3Q20 interest rates lowest since 2014
Average interest rates observed in 3Q20 was the lowest since 2014 (Figure 1). With 3M-SIBOR and 3M-SOR at 44 bps and 94 bps lower than 1H20 average respectively (Figure 2), we expect banks to report NIM levels at similar or slightly lower than in 2Q20 as continued downward pressure on interest rates offsets benefits from repricing of deposit rates.
Sluggish loans growth in August reflects poor economic outlook
Loans contracted 1.03% YoY in August, as outstanding loans shrank for the sixth consecutive month (Figure 3). The poor loans performance was attributed to business loans, which fell YoY (-0.04%) for the first time since November 2016 in August (Figure 4). Consumer loans fell 2.61% YoY, but improved by 0.33% MoM, as all loans segment apart from housing loans (car loans, credit card loans, share financing and others) improve in August from a month ago.
Additional moratorium support by MAS for individuals and SMEs reduces default risks for banks
On 5 October, MAS announced that it will be providing additional support for individuals and SMEs needing assistance in loan repayments, including extension in application to various moratorium relief schemes, as well as new measures to reduce cashflow challenges faced by as a result of the economic fallout from COVID-19 (Figure 4).
Instead of a blanket deferment in loan repayment during the current loan moratorium period, the additional measures aim to allow individuals and SMEs to resume repayments at a lower quantum before easing back into repayments at levels before the moratorium period. This will partially ease cashflow challenges faced by borrowers while allowing the banks and other FIs to resume loan collections that can prevent cliff effect from a sudden deterioration in loan quality resulting from borrowers who are unable to resume full payments at the onset of the loan moratorium expiry.
Borrowers will also be allowed a longer window to apply for loan moratorium as long as they are not more than 90 days past due when applying for the relief measures.

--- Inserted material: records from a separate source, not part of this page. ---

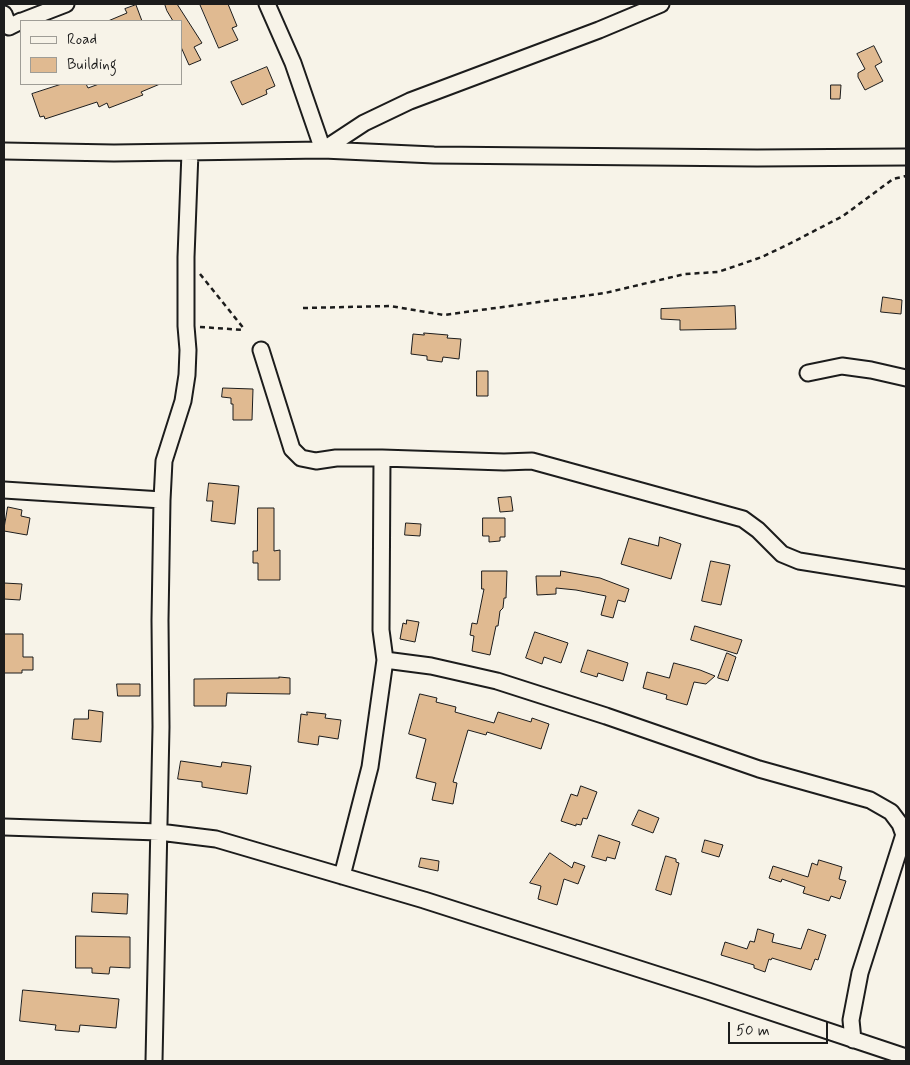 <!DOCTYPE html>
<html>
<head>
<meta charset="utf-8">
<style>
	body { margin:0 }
	#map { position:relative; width:910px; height:1065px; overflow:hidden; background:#f7f3e8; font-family:Mynerve,sans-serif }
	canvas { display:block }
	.frame { position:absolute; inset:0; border:5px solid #1c1c1c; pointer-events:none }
	.legend { position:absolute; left:20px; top:20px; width:162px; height:65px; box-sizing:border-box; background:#f7f3e8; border:1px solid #9f9d96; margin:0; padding:6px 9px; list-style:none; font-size:15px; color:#1c1c1c }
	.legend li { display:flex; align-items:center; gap:10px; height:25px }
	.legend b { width:25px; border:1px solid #9f9d96 }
	.scale { position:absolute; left:728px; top:1022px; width:100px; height:22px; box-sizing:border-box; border:2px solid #1c1c1c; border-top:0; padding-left:6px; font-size:15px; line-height:18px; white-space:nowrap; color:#1c1c1c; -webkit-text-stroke:4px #f7f3e8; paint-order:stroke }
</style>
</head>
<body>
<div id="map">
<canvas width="910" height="1065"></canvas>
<div class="frame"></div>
<ul class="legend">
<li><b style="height:6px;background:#f7f3e8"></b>Road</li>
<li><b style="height:14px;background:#e0ba91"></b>Building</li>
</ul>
<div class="scale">50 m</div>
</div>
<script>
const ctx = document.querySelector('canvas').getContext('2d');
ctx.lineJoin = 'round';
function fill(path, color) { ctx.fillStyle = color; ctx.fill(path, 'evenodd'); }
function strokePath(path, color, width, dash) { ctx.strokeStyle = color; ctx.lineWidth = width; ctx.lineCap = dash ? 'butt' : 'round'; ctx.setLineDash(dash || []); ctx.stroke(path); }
const building = new Path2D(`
	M165 4H177L202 43 194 47 201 60 189 65 181 47V21H173L167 11Z
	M200 4H228L237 26 232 28 238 40 219 48Z
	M136 5 142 21H108L127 13 125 9Z
	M874 46 882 62 875 66 883 81 865 90 858 77V73L865 69 857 54Z
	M267 67 275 86 266 90 267 94 242 105 231 82Z
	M62 84H86L88 88 99 84H160L141 92 143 95 109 108 107 103 99 107 97 102 45 119 44 116 40 117 32 94Z
	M831 85H841L840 99H831Z
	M883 297 902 300 901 314 881 312Z
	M735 306 736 329 680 330V320L661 319V309Z
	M424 333 448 335 447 338 461 339 459 359 443 357 442 362 427 360V356L411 354 413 334 424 335Z
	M477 371H488V396H477Z
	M223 388 253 389 252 420H233V404H231V398L222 397Z
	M209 483 239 486 235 524 211 521 213 501H207Z
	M511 497 513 511 500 512 498 498Z
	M8 507 22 510 21 516 30 518 27 535 4 531Z
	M258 508H274V551L280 550V580H258V563H253V551H257Z
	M483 518H505V537H500V541L489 542V536H483Z
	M406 523 421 524 420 536 405 535Z
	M660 537 681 544 671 579 621 564 629 538 658 546Z
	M711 561 730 565 721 605 702 601Z
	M482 571H507L506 598H504L503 608 500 611 498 626H496L490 655 472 651 474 636 470 635 472 623 477 624 484 589H482Z
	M561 571 600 578 629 589 625 602 618 600 613 618 601 615 606 596 576 590 556 588V594L537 595 536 576H560Z
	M4 583 22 584 20 600 4 599Z
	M407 620 419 622 415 642 400 639 403 623 406 624Z
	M695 626 742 640 737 654 691 640Z
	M535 632 568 643 561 663 544 657 542 664 526 658Z
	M4 634H23V657H33V670H22V673H4Z
	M588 650 628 663 623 681 598 673 597 677 581 672Z
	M727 653 736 657 728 681 718 678Z
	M674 663 700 670 715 676 706 684 694 682 687 705 666 699 667 695 643 688 647 672 669 678Z
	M279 677 290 678V694L227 693 226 706H194V679L279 678Z
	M117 684H140V696H118Z
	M420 694 437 698 436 702 456 707 455 712 494 723 498 712 531 722 532 718 549 724 541 749 487 732 486 735 468 730 453 782 457 783 453 804 432 800 436 783 416 778 426 739 409 734Z
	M89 710 103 712 101 742 72 739 74 719H88Z
	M307 712 326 714 325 718 341 720 338 739 319 736 318 745 298 742 301 714 307 715Z
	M181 761 221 767 222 762 251 766 247 794 202 787V782L178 779Z
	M581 786 597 792 587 819 583 818 581 825 576 824V826L561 821 571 794 577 796Z
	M639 810 659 818 653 833 632 825Z
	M599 835 620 842 615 859 607 857 606 861 592 857Z
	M705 840 723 845 719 857 702 852Z
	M550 853 572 868 574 862 585 866 578 884 564 879 557 905 538 899 541 886 530 883Z
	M666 856 676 859V862L679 863 671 895 656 890Z
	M421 858 439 861 438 871 419 867Z
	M819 860 842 867 839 879 846 881 840 899 831 896 829 901 803 893 805 887 782 879 781 882 769 878 773 866 808 877 812 863 817 865Z
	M93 893 128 894 127 914 92 912Z
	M758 929 774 934 772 942 801 949 808 929 826 935 818 960 815 959 811 970 772 958 771 960 769 959 765 972 754 968V965L721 955 725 942 747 949 750 941 754 942Z
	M76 936 130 937V968L110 967 109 974 92 973V968H76Z
	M23 990 119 999 116 1028 80 1025 79 1032 55 1030 56 1025 20 1021Z`);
const path = new Path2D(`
	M200 274 245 330
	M303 308 390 306 444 315 605 293 685 274 718 272 762 257 789 244 843 216 893 179 906 176
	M200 327 244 330`);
const minor = new Path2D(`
	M267 4 293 63 323 150 364 123 410 101 599 30 661 4
	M4 14 9 27 21 21
	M22 21 66 4
	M4 151 114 153 323 150 434 155 757 158 906 157
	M261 350 292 449 301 458 316 461 336 458H382L504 462 532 461 743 519 758 530 782 554 799 561 906 578
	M808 373 842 366 871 370 906 378
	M4 490 162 500
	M385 660 431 666 497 681 606 716 759 769 870 800 891 812 900 824 904 835
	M4 827 159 832 216 839 424 900 708 991 906 1057
	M342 876 370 767 385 660 381 630 382 458
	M853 1040 851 1020 860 973 906 828
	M154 1061 161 727 160 620 162 500 164 461 183 401 187 375 188 350 186 326V257L190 152`);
fill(building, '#e0ba91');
strokePath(building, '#1c1c1c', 1);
strokePath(minor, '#1c1c1c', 19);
strokePath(path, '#1c1c1c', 2.5, [5, 4]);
strokePath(minor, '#f7f3e8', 15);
</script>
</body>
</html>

As of 2Q20, the three banks have an aggregate of close to S$100bn of loans under moratorium (Figure 5). The higher portion of loans under moratorium for OCBC and UOB is due to higher exposure in Malaysia, whereby loan moratoriums are automatically granted for loans in Malaysian. We expect loans under moratorium to taper in 4Q20 as Malaysia has exited loan moratorium period in September.
The additional support measures by MAS will allow the banks to reduce default risks from non-payments as banks will be able to begin to loan payments in FY21, albeit at a slower rate.
Securities turnover shows sustained growth while derivatives volume remain volatile
Preliminary SDAV data indicates a YoY increase of 16% from S$940mn a year ago to S$1,088mn in August (Figure 6). Derivatives volumes also seemed to have picked up in September compared to a year ago. Volumes for the top five equity index futures which makes up more than 95% of monthly equity index futures contract turnover grew by an average of 9% YoY in September (Figure 7).
The newly launched FTSE Taiwan index continues to perform well in September (Figure 8), recording more than 300,000 increase in contracts from August to offset the fall in turnover for its MSCI counterpart (-200,000 contracts MoM).
Alongside contribution from Scientific Beta and BidFX acquisitions, we expect SGX to report 10% increase in earnings YoY for 1Q21.
Maintain the Singapore Banking Sector at Neutral. The Singapore banking sector will continue experiencing headwinds from low interest rates as well as heightened provisions amidst the economic fallout in the short-term. Nevertheless, downside risks are mitigated due to the strong support measures provided by the government. We expect earnings to slowly recover
A potential re-rating catalyst will be a better-than-expected credit profile of borrowers post-moratorium in Singapore, which can spell an earlier end to the heightened credit costs which the banks have guided for to the end of FY21.